This weekend I have attended two events that have been part of my life for a very long time which made me realize two things:
Traditions are something wonderful. But they also have the potential to make me very sad.
Each year in November there is a weekend, when we I attend two birthday celebrations in a row:
My best friend’s birthday party and my grandpa’s birthday dinner.
While others only organize birthday parties every decade or so, my grandpa and my best friend have always been strict about it. For them, every single birthday is a reason to celebrate.
My best friend has come up with different creative ideas over the past years. Once we raced us in go-karts, other times she set up a tent in her courtyard, serving mulled-wine for everyone in Christmas market style.
My grandpa on the other hand invited the family to the same Greek restaurant every single year.
Both birthday traditions have something in common though: At some point, they became an institution in my life.

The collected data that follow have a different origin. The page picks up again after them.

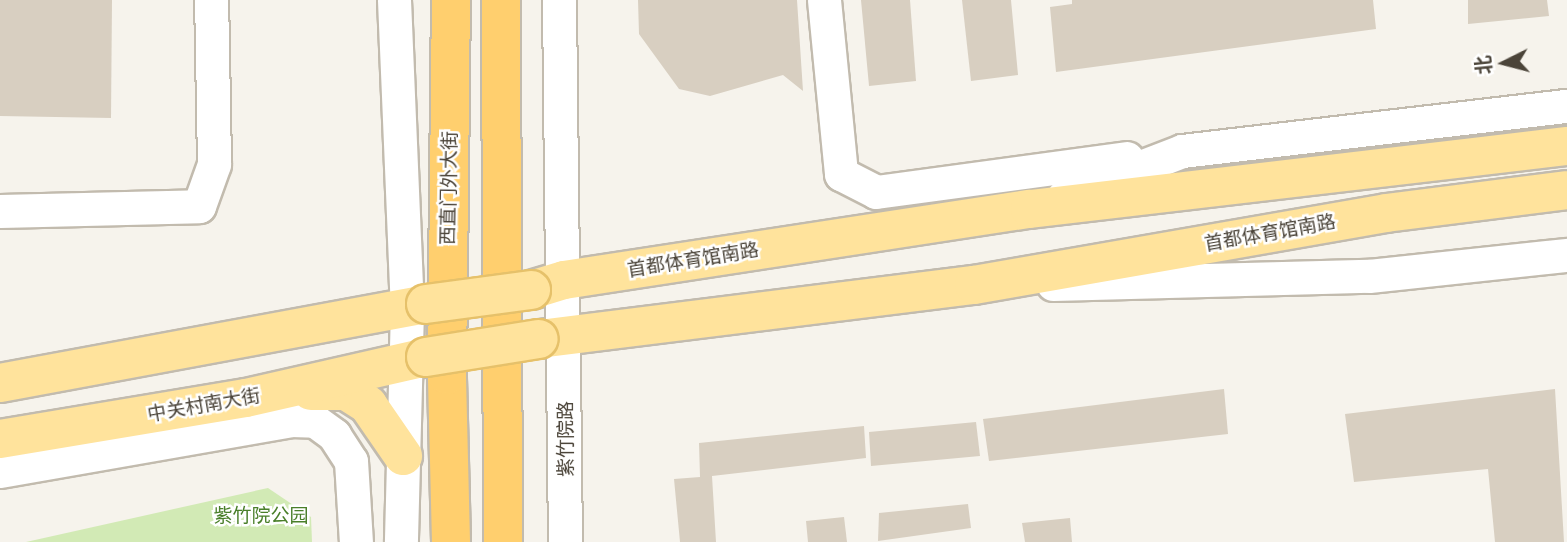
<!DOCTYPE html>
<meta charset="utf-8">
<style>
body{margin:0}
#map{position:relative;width:1567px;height:542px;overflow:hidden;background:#f6f3ec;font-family:"DejaVu Sans","Noto Sans SC",sans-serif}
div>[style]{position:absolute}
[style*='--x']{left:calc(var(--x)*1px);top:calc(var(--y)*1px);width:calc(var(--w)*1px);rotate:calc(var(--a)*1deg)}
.green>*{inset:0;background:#d2eab5}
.building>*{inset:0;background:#d8cfc1}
.roads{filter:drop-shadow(2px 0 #c2bbae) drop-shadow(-2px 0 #c2bbae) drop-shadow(0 2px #c2bbae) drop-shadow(0 -2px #c2bbae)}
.minor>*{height:33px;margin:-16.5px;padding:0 16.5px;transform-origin:16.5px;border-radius:16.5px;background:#fff}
.major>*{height:38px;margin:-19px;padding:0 19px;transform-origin:19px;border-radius:19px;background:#ffe39c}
.highway>*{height:38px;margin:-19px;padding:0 19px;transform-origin:19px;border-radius:19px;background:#ffcf6e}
.bridges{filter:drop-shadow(2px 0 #e6c16a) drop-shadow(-2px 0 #e6c16a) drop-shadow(0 2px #e6c16a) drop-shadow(0 -2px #e6c16a)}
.major-bridge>*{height:38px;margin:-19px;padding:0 19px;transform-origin:19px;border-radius:19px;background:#ffe39c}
span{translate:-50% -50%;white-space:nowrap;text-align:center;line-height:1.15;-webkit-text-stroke:5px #fff;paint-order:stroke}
.street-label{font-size:19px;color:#4b4439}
.park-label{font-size:19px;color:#4a7f2a}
.north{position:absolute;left:1469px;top:28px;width:70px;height:70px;-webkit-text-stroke:5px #fff;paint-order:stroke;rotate:264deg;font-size:19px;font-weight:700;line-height:28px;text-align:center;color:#4b4439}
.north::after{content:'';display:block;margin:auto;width:24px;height:32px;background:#4b4439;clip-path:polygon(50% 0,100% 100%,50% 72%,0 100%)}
</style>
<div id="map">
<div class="green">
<div style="clip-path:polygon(268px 488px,311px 517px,312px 542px,26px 542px)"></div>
</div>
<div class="building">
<div style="clip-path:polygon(0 0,112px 0,111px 118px,0 116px)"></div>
<div style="clip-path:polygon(638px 0,797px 0,803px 91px,783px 75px,710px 96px,679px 89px,639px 34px)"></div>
<div style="clip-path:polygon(861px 0,910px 0,916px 81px,869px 86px)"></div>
<div style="clip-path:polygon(962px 0,1011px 0,1018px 75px,971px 81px)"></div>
<div style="clip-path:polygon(1072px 0,1373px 0,1376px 29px,1056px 72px,1050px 7px,1072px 4px)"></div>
<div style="clip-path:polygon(1468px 0,1547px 0,1549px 16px,1468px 24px)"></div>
<div style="clip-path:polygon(1224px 389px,1228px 434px,989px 461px,983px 419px)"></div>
<div style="clip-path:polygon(1555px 389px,1564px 542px,1495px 542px,1488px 469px,1354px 482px,1345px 414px)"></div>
<div style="clip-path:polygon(976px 422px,980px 456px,871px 466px,869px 432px)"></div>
<div style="clip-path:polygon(864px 426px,866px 458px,712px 476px,716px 542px,680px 542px,674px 479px,700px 477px,699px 443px)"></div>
<div style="clip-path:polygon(968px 504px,971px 528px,878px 541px,879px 513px)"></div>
<div style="clip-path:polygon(844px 517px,847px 542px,808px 542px,806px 521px)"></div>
<div style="clip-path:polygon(1070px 518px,1072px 542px,1025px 542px,1022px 523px)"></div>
</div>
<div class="roads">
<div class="minor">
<div style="--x:394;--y:0;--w:309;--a:87.6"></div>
<div style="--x:407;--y:309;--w:233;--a:91.5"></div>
<div style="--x:559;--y:0;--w:542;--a:89.37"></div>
<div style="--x:824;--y:0;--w:175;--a:84.4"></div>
<div style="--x:841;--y:174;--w:39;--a:27"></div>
<div style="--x:876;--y:192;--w:253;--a:-7.7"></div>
<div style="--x:1063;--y:197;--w:128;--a:-21.1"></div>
<div style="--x:1182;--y:151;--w:388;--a:-6.7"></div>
<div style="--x:0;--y:211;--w:199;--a:-1.4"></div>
<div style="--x:199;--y:206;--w:45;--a:-70.3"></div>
<div style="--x:214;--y:164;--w:164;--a:-91"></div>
<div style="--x:1053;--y:284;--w:316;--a:-1.5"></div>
<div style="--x:1369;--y:276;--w:199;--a:-6.1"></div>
<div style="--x:0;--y:471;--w:295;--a:-9.9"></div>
<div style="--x:291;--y:420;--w:24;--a:2"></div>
<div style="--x:315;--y:421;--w:24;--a:36"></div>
<div style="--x:334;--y:435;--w:31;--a:57"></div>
<div style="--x:351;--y:461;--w:81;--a:86.5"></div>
</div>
<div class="major">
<div style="--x:531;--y:290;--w:34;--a:-17"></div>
<div style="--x:564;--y:280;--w:471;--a:-8.7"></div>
<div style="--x:1030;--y:209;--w:541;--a:-6.69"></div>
<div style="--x:539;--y:339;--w:438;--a:-7.1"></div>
<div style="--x:974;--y:285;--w:418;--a:-9.9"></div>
<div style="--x:1386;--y:213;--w:182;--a:-7.2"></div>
<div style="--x:0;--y:383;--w:433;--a:-10.5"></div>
<div style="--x:311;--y:391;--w:35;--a:0"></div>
<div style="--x:346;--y:391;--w:26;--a:32"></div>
<div style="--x:368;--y:405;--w:62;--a:55.5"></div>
<div style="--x:0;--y:439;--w:249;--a:-9.5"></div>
<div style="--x:246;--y:398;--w:185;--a:-12.8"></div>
</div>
<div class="highway">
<div style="--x:501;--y:0;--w:542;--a:89.79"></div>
<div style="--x:451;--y:542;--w:167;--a:-91.4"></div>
<div style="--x:447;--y:375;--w:375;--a:-89.4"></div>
</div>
</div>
<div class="bridges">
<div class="major-bridge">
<div style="--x:426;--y:304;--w:106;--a:-7.6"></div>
<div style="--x:426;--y:357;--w:114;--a:-9.1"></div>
</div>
</div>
<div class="street-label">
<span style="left:449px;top:188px;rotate:-89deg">西直门外大街</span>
<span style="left:1270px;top:233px;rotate:-10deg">首都体育馆南路</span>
<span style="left:693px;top:260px;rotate:-9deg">首都体育馆南路</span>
<span style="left:204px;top:405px;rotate:-10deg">中关村南大街</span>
<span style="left:566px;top:439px;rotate:-90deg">紫竹院路</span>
</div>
<div class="park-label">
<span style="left:261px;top:516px">紫竹院公园</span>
</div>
<div class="north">北</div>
</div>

Year after year the same people have attended these events and I especially enjoy seeing all of them together in one place.

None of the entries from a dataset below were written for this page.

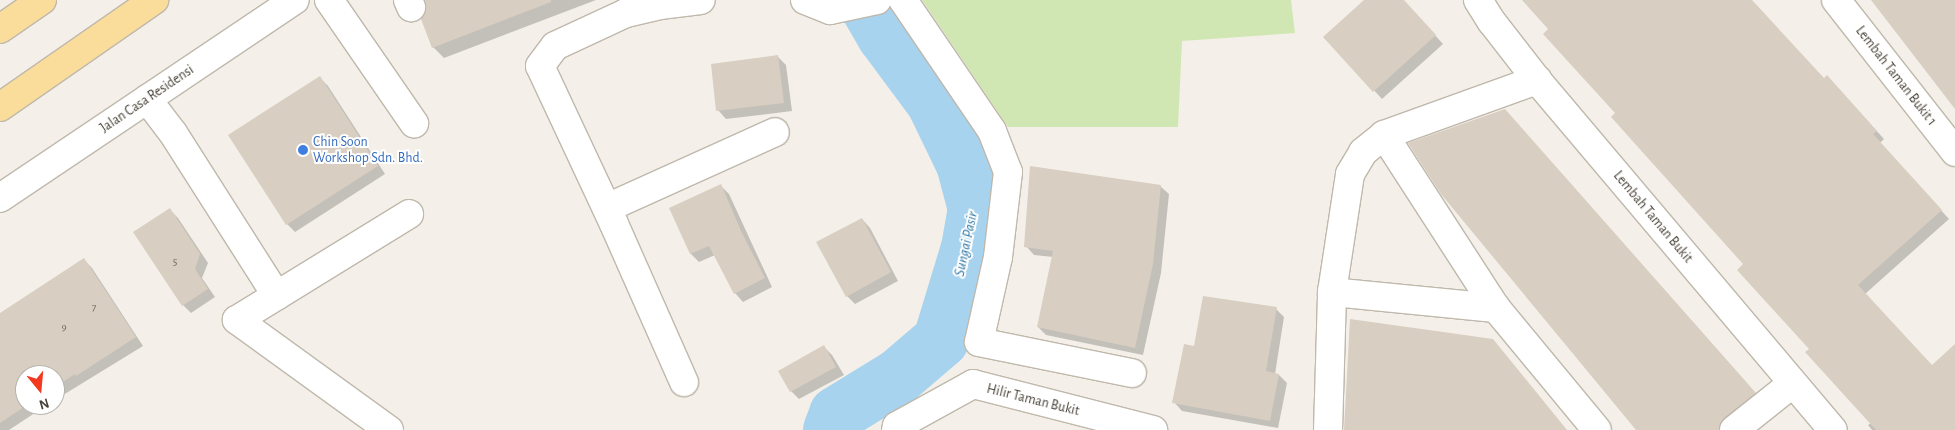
<!DOCTYPE html>
<style>
body{margin:0}
#map{position:relative;width:1955px;height:430px;overflow:hidden;background:#f4f0e9;font-family:"Alegreya Sans",sans-serif}
div>[style]{position:absolute}
.green>*{inset:0;background:#d1e7b3}
.shadow>*{inset:0;background:#0003}
.river>*{height:56px;margin:-28px;padding:0 28px;transform-origin:28px;border-radius:28px;background:#a7d3ee}
.building>*{inset:0;background:#d8cec1}
.roads{filter:drop-shadow(1px 0 #bfb8ab) drop-shadow(-1px 0 #bfb8ab) drop-shadow(0 1px #bfb8ab) drop-shadow(0 -1px #bfb8ab)}
.minor>*{height:28px;margin:-14px;padding:0 14px;transform-origin:14px;border-radius:14px;background:#fff}
.major>*{height:28px;margin:-14px;padding:0 14px;transform-origin:14px;border-radius:14px;background:#fbdd9b}
.dots>*{width:14px;height:14px;translate:-50% -50%;box-sizing:border-box;border:2px solid #fff;border-radius:50%}
span{translate:-50% -50%;white-space:nowrap;text-align:center;line-height:1.15;-webkit-text-stroke:4px #fff;paint-order:stroke}
.number-label{font-size:11px;color:#6b645a}
.number-label span{-webkit-text-stroke-width:0}
.street-label{font-size:14px;color:#474137}
.shop-label{font-size:14px;color:#366cbe}
.left{translate:0 -50%;text-align:left}
.water-label{font-size:15px;color:#317aa8;font-style:italic}
.north{position:absolute;left:15px;top:365px;width:50px;height:50px;box-sizing:border-box;background:#fff;border:1px solid #b5b3af;border-radius:50%;rotate:163deg;font-size:14px;font-weight:700;line-height:20px;text-align:center;color:#474137}
.north::after{content:'';display:block;margin:auto;width:18px;height:22px;background:#f33a20;clip-path:polygon(50% 0,100% 100%,50% 72%,0 100%)}
</style>
<div id="map">
<div class="green">
<div style="clip-path:polygon(922px 0,1291px 0,1295px 33px,1182px 41px,1178px 127px,1008px 127px)"></div>
</div>
<div class="shadow">
<div style="clip-path:polygon(426px 0,596px 0,444px 58px,433px 47px)"></div>
<div style="clip-path:polygon(1366px 0,1403px 0,1443px 44px,1382px 99px,1325px 37px)"></div>
<div style="clip-path:polygon(1524px 0,1751px 0,1824px 80px,1835px 85px,1884px 139px,1880px 143px,1949px 219px,1865px 294px,1932px 367px,1955px 346px,1955px 430px,1872px 430px,1868px 425px,1871px 423px,1744px 264px,1617px 113px,1550px 29px)"></div>
<div style="clip-path:polygon(778px 57px,786px 65px,792px 111px,726px 119px,718px 110px)"></div>
<div style="clip-path:polygon(320px 78px,328px 86px,385px 174px,295px 232px,287px 224px)"></div>
<div style="clip-path:polygon(1513px 119px,1763px 402px,1730px 430px,1638px 430px)"></div>
<div style="clip-path:polygon(721px 186px,729px 194px,772px 287px,743px 302px,735px 293px,715px 255px,699px 262px,691px 254px,671px 209px)"></div>
<div style="clip-path:polygon(1160px 186px,1169px 194px,1161px 273px,1143px 355px,1046px 335px,1038px 327px,1053px 257px,1034px 255px,1026px 246px)"></div>
<div style="clip-path:polygon(170px 210px,178px 218px,208px 263px,202px 278px,215px 297px,191px 313px,183px 305px)"></div>
<div style="clip-path:polygon(862px 219px,870px 228px,898px 281px,855px 304px,847px 296px)"></div>
<div style="clip-path:polygon(84px 260px,92px 268px,143px 346px,55px 400px,55px 375px,25px 375px,25px 405px,47px 405px,9px 430px,0 430px,0 314px)"></div>
<div style="clip-path:polygon(1276px 309px,1284px 317px,1275px 374px,1279px 375px,1287px 383px,1278px 428px,1182px 411px,1174px 402px,1195px 348px)"></div>
<div style="clip-path:polygon(824px 347px,832px 355px,844px 375px,799px 399px,791px 391px)"></div>
</div>
<div class="river">
<div style="left:831px;top:430px;width:17px;rotate:-69deg"></div>
<div style="left:837px;top:414px;width:73px;rotate:-31.5deg"></div>
<div style="left:899px;top:376px;width:55px;rotate:-40.6deg"></div>
<div style="left:941px;top:340px;width:96px;rotate:-73.1deg"></div>
<div style="left:969px;top:248px;width:40px;rotate:-80deg"></div>
<div style="left:976px;top:209px;width:47px;rotate:-104.9deg"></div>
<div style="left:964px;top:164px;width:69px;rotate:-115.8deg"></div>
<div style="left:934px;top:102px;width:82px;rotate:-126.6deg"></div>
<div style="left:885px;top:36px;width:42px;rotate:-120.3deg"></div>
</div>
<div class="building">
<div style="clip-path:polygon(425px 0,551px 0,551px 2px,432px 48px,421px 19px,426px 9px)"></div>
<div style="clip-path:polygon(1364px 0,1404px 0,1436px 35px,1373px 92px,1323px 37px)"></div>
<div style="clip-path:polygon(1522px 0,1752px 0,1824px 78px,1827px 75px,1877px 131px,1873px 134px,1942px 210px,1858px 285px,1932px 365px,1955px 344px,1955px 430px,1876px 430px,1805px 352px,1809px 349px,1737px 270px,1743px 264px,1611px 117px,1615px 113px,1543px 34px,1548px 29px)"></div>
<div style="clip-path:polygon(1871px 0,1955px 0,1955px 109px)"></div>
<div style="clip-path:polygon(778px 55px,784px 103px,716px 111px,711px 64px)"></div>
<div style="clip-path:polygon(320px 76px,378px 166px,286px 225px,228px 135px)"></div>
<div style="clip-path:polygon(1505px 109px,1756px 393px,1724px 418px,1719px 430px,1636px 430px,1441px 194px,1408px 143px)"></div>
<div style="clip-path:polygon(1030px 166px,1161px 185px,1153px 264px,1135px 348px,1037px 327px,1053px 251px,1024px 247px)"></div>
<div style="clip-path:polygon(721px 184px,741px 231px,765px 278px,734px 294px,709px 246px,690px 254px,669px 208px)"></div>
<div style="clip-path:polygon(170px 208px,200px 254px,195px 269px,208px 289px,182px 306px,133px 232px)"></div>
<div style="clip-path:polygon(862px 218px,891px 272px,846px 297px,816px 242px)"></div>
<div style="clip-path:polygon(84px 258px,136px 337px,76px 376px,75px 374px,55px 387px,55px 375px,25px 375px,25px 405px,27px 405px,0 423px,0 313px)"></div>
<div style="clip-path:polygon(1203px 296px,1277px 307px,1266px 371px,1279px 374px,1270px 421px,1172px 403px,1184px 344px,1194px 346px)"></div>
<div style="clip-path:polygon(1350px 319px,1493px 339px,1567px 430px,1344px 430px)"></div>
<div style="clip-path:polygon(824px 345px,836px 367px,790px 392px,778px 371px)"></div>
</div>
<div class="roads">
<div class="minor">
<div style="left:329px;top:0;width:150px;rotate:55.4deg"></div>
<div style="left:408px;top:0;width:8px;rotate:67deg"></div>
<div style="left:805px;top:0;width:27px;rotate:22deg"></div>
<div style="left:830px;top:10px;width:48px;rotate:-12deg"></div>
<div style="left:903px;top:0;width:158px;rotate:55.8deg"></div>
<div style="left:992px;top:131px;width:44px;rotate:68.7deg"></div>
<div style="left:1008px;top:172px;width:86px;rotate:96.7deg"></div>
<div style="left:998px;top:257px;width:87px;rotate:102.6deg"></div>
<div style="left:979px;top:342px;width:156px;rotate:11.5deg"></div>
<div style="left:1478px;top:0;width:26px;rotate:58deg"></div>
<div style="left:1492px;top:22px;width:73px;rotate:52.2deg"></div>
<div style="left:1537px;top:80px;width:458px;rotate:49.8deg"></div>
<div style="left:1836px;top:0;width:193px;rotate:51.9deg"></div>
<div style="left:147px;top:99px;width:43px;rotate:52.6deg"></div>
<div style="left:173px;top:133px;width:193px;rotate:57.5deg"></div>
<div style="left:1384px;top:135px;width:206px;rotate:57.1deg"></div>
<div style="left:1496px;top:308px;width:158px;rotate:50.4deg"></div>
<div style="left:0;top:198px;width:355px;rotate:-33.9deg"></div>
<div style="left:607px;top:208px;width:184px;rotate:-24.3deg"></div>
<div style="left:1332px;top:292px;width:165px;rotate:5.6deg"></div>
<div style="left:684px;top:382px;width:173px;rotate:-113.9deg"></div>
<div style="left:614px;top:224px;width:174px;rotate:-115.1deg"></div>
<div style="left:540px;top:66px;width:25px;rotate:-53deg"></div>
<div style="left:555px;top:46px;width:78px;rotate:-24.9deg"></div>
<div style="left:626px;top:13px;width:35px;rotate:-13deg"></div>
<div style="left:660px;top:5px;width:41px;rotate:-7deg"></div>
<div style="left:389px;top:430px;width:188px;rotate:-144.1deg"></div>
<div style="left:237px;top:320px;width:202px;rotate:-31.6deg"></div>
<div style="left:896px;top:430px;width:4px;rotate:-76deg"></div>
<div style="left:897px;top:426px;width:87px;rotate:-28.9deg"></div>
<div style="left:973px;top:384px;width:186px;rotate:14.3deg"></div>
<div style="left:1328px;top:430px;width:138px;rotate:-88.3deg"></div>
<div style="left:1332px;top:292px;width:119px;rotate:-81.3deg"></div>
<div style="left:1350px;top:174px;width:26px;rotate:-59deg"></div>
<div style="left:1363px;top:152px;width:27px;rotate:-39deg"></div>
<div style="left:1384px;top:135px;width:163px;rotate:-19.8deg"></div>
<div style="left:1734px;top:430px;width:75px;rotate:-38.5deg"></div>
</div>
<div class="major">
<div style="left:0;top:29px;width:51px;rotate:-34.6deg"></div>
<div style="left:0;top:107px;width:188px;rotate:-34.8deg"></div>
</div>
</div>
<div class="dots">
<div style="left:303px;top:150px;background:#3f7fe0"></div>
</div>
<div class="number-label">
<span style="left:175px;top:262px">5</span>
<span style="left:94px;top:308px">7</span>
<span style="left:64px;top:327px">9</span>
</div>
<div class="street-label">
<span style="left:1896px;top:76px;rotate:52deg">Lembah Taman Bukit 1</span>
<span style="left:147px;top:99px;rotate:-34deg">Jalan Casa Residensi</span>
<span style="left:1653px;top:217px;rotate:50deg">Lembah Taman Bukit</span>
<span style="left:1033px;top:400px;rotate:14deg">Hilir Taman Bukit</span>
</div>
<div class="shop-label">
<span class="left" style="left:313px;top:150px">Chin Soon<br>Workshop Sdn. Bhd.</span>
</div>
<div class="water-label">
<span style="left:966px;top:244px;rotate:-78deg">Sungai Pasir</span>
</div>
<div class="north">N</div>
</div>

In that regard, traditions really are something wonderful. Everyone takes the little extra effort to make it, in order to honour the tradition. Thus, even if I’m busy all year and live quite a distance away from people I care about, I can count on meeting everyone who matters. These moments are full of joy and sweet old memories, making us feel as if nothing had changed at all.
Unfortunately there are changes in our lives that even traditions can’t conceal forever. Some burst into our lives like a hurricane – whereas others go mostly unnoticed.
And that’s where traditions become bittersweet.
Last night, before heading to the restaurant my mom and I were looking through old pictures of my grandpa’s past birthdays. Seeing these old photographs, encountering younger versions of ourselves, it suddenly hit me how many things have changed over the years.
My grandparents are both dead. So, technically, we aren’t actually celebrating my grandpa’s birthday anymore but rather remembering him.
Instead, my own mother is a grandma now. All of my siblings are in serious relationships, two of them are married and have kids. We have long since stopped being the young generation – that role belongs to my nephews now.
Without noticing it, there was a change of generations and nothing is like it used to be anymore.
When did all this happen and where has the time gone? The thought made me very sad for a moment.
Creating new traditions
At the same time I realized, how lucky we are to still have such wonderful traditions like our annual family meeting in that restaurant.
It’s the course of life that things change – but it’s up to us how we handle it. We may not be able to bring back the good old days, and some traditions may very well die with the people who held them up.
But who says that we can’t create new rituals?
By deciding to continue meeting at my grandpa’s birthday, my family and I have done just that. In the moment we took that decision, we have created a new tradition. And maybe, one day, my nephews are going to remember that weekend in November the way I remembered my grandpa’s past birthdays. As a piece of wonderful quality time with everyone who mattered in our family.
I love the idea. And at the same time it makes me sad. It’s a bittersweet tradition.